De Deïteus Mythica, le Mythe des Demi-Dieux
Dominique Capo
Lorsque la Terre naît, au début, il s'agit d'un globe incandescent. Puis, peu à peu, sa chaleur se dissipe. La vapeur d'eau éparpillée à sa surface se met à se condenser. Parce que s'y trouvent concentrées de fortes pressions atmosphériques, des pluies intenses apparaissent bientôt. Des mares d'eau liquide se créent. Puis, ce sont des mers et des océans ; se rattachant les uns aux autres au bout de plusieurs centaines de millions d'années pour en former un seul : le Panthalassa.

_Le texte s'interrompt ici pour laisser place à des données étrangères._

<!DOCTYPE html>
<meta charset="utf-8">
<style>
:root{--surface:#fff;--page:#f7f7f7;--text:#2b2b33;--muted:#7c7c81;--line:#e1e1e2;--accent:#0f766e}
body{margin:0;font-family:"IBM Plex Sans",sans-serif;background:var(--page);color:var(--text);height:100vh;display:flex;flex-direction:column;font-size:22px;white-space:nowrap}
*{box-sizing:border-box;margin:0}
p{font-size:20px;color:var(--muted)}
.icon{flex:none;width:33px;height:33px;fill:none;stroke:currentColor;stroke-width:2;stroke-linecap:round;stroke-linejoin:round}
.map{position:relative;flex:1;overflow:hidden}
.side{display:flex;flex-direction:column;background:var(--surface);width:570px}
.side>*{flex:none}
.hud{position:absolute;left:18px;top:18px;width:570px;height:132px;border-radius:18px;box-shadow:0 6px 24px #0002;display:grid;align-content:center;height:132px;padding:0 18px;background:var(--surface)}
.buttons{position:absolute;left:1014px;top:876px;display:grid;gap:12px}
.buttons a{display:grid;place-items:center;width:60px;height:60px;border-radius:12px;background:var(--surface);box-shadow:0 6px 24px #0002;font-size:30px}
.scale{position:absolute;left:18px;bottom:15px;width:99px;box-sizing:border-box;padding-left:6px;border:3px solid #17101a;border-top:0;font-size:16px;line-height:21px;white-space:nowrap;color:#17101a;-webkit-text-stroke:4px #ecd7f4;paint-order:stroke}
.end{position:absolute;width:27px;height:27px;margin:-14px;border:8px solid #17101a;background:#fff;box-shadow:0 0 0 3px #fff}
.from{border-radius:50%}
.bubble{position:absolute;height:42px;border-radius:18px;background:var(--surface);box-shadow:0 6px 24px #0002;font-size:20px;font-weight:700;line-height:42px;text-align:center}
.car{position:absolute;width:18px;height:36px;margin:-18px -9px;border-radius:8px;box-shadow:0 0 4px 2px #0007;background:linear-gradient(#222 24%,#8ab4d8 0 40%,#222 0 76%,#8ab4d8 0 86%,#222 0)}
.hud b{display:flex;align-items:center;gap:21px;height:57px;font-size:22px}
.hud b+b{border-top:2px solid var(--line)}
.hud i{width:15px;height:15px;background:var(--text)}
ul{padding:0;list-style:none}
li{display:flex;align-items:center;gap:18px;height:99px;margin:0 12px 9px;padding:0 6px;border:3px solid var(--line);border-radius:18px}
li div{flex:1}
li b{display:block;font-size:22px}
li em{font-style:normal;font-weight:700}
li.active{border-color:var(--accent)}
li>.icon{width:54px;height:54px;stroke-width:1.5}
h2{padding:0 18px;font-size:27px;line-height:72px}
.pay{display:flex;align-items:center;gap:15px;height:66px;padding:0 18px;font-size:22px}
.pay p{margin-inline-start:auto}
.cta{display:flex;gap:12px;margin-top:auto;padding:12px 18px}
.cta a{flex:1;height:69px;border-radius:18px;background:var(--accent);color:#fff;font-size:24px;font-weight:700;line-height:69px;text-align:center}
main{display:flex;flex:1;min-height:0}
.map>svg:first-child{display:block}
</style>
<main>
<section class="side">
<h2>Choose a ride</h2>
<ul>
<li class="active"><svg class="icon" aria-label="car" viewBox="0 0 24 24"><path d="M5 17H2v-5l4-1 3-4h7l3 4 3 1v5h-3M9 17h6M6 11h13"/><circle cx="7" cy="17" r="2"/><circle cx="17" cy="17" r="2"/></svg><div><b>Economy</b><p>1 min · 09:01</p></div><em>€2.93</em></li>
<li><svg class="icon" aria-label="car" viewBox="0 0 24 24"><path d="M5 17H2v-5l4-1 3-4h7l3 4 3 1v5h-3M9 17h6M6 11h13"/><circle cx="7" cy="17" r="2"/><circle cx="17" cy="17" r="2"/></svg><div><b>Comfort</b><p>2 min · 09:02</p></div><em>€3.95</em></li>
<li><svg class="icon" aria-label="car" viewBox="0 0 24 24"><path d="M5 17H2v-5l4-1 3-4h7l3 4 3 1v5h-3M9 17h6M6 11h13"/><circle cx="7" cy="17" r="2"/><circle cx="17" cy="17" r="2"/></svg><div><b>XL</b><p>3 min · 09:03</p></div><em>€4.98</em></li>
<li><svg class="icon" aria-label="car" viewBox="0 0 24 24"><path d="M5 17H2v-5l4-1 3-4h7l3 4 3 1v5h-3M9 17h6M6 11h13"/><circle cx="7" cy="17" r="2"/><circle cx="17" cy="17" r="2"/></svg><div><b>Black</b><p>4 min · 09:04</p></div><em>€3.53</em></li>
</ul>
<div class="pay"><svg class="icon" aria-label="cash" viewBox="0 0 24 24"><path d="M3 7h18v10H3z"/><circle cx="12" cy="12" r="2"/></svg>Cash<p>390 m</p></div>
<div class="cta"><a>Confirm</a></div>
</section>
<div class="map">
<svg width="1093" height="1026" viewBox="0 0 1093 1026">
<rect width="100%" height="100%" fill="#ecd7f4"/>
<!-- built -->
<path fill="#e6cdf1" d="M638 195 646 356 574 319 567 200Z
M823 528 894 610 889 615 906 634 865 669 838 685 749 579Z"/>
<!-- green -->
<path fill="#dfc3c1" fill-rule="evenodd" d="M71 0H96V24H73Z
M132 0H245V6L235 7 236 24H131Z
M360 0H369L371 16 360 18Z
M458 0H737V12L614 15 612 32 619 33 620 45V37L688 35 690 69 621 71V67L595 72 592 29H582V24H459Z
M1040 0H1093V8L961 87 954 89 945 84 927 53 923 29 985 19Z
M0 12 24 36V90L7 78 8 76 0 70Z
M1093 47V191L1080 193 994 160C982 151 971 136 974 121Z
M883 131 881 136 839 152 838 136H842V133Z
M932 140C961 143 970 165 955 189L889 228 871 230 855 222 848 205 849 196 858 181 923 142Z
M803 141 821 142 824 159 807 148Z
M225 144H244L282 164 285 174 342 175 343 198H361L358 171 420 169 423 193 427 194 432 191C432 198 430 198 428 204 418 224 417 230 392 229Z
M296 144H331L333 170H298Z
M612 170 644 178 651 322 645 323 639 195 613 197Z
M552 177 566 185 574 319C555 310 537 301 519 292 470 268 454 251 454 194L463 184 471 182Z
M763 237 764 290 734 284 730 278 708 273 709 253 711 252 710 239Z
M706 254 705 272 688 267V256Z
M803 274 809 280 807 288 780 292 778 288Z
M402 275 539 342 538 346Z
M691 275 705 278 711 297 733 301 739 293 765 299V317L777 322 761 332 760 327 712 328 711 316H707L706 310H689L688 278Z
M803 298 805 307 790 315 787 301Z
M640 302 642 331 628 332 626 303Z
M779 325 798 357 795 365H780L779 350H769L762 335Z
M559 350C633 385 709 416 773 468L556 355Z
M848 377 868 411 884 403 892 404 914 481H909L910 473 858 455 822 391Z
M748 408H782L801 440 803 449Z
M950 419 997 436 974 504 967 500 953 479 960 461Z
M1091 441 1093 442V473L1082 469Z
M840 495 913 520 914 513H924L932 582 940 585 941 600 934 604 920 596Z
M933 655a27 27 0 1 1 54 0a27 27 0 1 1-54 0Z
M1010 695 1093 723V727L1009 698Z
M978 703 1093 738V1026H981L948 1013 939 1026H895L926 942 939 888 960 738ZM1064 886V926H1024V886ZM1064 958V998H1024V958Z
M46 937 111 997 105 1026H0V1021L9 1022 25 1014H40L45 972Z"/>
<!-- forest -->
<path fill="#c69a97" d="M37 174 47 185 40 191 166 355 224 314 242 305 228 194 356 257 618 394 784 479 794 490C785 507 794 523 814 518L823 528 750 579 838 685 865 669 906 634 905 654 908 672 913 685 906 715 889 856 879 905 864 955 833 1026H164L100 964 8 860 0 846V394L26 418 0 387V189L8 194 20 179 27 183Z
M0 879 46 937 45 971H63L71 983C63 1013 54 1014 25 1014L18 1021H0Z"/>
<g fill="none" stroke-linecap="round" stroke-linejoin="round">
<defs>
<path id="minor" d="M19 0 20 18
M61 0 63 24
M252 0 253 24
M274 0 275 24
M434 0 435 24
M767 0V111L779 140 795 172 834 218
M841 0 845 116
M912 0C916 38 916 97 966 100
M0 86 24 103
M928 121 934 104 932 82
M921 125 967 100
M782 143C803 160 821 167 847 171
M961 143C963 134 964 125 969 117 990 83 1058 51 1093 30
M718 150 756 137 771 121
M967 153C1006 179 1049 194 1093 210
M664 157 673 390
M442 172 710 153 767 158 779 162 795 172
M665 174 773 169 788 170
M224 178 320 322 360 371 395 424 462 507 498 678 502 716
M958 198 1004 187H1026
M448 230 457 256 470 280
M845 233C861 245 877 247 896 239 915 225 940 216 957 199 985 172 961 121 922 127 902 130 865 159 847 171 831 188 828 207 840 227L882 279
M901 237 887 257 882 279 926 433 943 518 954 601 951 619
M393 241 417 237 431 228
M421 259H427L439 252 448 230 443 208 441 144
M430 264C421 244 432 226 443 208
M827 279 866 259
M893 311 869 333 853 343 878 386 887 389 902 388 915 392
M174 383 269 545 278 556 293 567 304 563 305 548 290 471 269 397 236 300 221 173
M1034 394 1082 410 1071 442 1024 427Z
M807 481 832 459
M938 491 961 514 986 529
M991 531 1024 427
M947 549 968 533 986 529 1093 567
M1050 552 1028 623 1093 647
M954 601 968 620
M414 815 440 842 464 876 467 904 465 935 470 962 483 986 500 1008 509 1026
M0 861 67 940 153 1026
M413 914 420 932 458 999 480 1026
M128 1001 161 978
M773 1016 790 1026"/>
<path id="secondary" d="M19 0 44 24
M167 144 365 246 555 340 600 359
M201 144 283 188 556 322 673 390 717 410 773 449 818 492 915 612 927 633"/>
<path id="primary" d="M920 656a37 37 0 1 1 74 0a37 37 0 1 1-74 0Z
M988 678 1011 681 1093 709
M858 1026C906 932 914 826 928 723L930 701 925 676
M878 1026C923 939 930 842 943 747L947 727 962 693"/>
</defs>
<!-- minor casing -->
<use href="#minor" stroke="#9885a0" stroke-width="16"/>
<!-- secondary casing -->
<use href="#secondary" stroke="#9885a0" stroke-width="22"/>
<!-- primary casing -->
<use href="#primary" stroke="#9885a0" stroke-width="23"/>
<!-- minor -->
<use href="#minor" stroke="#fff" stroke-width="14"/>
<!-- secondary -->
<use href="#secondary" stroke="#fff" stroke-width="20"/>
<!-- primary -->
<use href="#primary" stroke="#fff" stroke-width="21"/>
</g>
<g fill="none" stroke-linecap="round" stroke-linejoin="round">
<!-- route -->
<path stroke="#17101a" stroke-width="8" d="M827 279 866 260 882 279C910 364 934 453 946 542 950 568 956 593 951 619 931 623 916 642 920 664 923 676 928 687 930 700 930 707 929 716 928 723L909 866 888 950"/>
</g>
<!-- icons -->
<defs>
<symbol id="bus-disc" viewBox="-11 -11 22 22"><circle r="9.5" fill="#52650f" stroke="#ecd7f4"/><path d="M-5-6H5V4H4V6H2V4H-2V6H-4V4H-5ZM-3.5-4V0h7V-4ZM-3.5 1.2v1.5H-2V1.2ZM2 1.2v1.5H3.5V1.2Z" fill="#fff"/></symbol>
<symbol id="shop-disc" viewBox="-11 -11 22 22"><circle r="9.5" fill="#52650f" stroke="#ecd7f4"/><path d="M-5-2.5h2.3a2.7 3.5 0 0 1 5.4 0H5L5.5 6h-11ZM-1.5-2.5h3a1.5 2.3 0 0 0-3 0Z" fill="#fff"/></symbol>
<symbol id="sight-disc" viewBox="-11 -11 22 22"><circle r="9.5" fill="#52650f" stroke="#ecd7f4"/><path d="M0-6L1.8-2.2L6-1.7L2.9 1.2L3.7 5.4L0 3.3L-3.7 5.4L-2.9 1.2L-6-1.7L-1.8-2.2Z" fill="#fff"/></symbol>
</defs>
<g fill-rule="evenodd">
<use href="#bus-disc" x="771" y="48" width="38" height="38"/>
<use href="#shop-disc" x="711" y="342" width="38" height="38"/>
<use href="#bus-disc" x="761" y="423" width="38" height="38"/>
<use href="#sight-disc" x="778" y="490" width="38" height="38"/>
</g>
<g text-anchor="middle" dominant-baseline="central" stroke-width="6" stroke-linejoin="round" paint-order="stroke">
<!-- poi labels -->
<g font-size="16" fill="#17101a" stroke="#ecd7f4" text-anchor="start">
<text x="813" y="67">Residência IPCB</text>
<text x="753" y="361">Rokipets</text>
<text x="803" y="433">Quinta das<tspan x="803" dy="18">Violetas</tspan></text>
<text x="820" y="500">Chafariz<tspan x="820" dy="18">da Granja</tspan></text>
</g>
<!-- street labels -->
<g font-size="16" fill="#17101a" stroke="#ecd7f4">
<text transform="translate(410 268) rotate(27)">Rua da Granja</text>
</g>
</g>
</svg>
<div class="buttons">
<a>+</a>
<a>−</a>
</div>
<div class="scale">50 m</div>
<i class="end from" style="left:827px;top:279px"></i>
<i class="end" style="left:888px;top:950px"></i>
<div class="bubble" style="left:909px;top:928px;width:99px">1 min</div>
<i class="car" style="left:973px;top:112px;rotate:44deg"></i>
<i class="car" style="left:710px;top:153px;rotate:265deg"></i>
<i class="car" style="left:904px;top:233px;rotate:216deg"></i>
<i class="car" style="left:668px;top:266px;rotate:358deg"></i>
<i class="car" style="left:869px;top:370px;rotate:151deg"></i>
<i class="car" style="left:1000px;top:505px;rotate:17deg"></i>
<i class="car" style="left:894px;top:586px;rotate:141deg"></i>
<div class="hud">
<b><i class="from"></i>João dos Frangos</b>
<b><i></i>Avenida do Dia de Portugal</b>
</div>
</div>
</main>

C'est dans les fonds marins de ce dernier que naissent les premiers êtres unicellulaires simples. Ils commencent à s'y développer ; bien qu'ayant une durée de vie limitée à quelques heures. Ils se reproduisent en se divisant en deux. De génération en génération, ils se multiplient ; tandis que dans le même temps ils se nourrissent des nutriments qui les entourent. Ils finissent donc par proliférer ; à tel point que l'eau s'appauvrit de ses nutriments. Et nombre d'entre eux s'éteignent bientôt.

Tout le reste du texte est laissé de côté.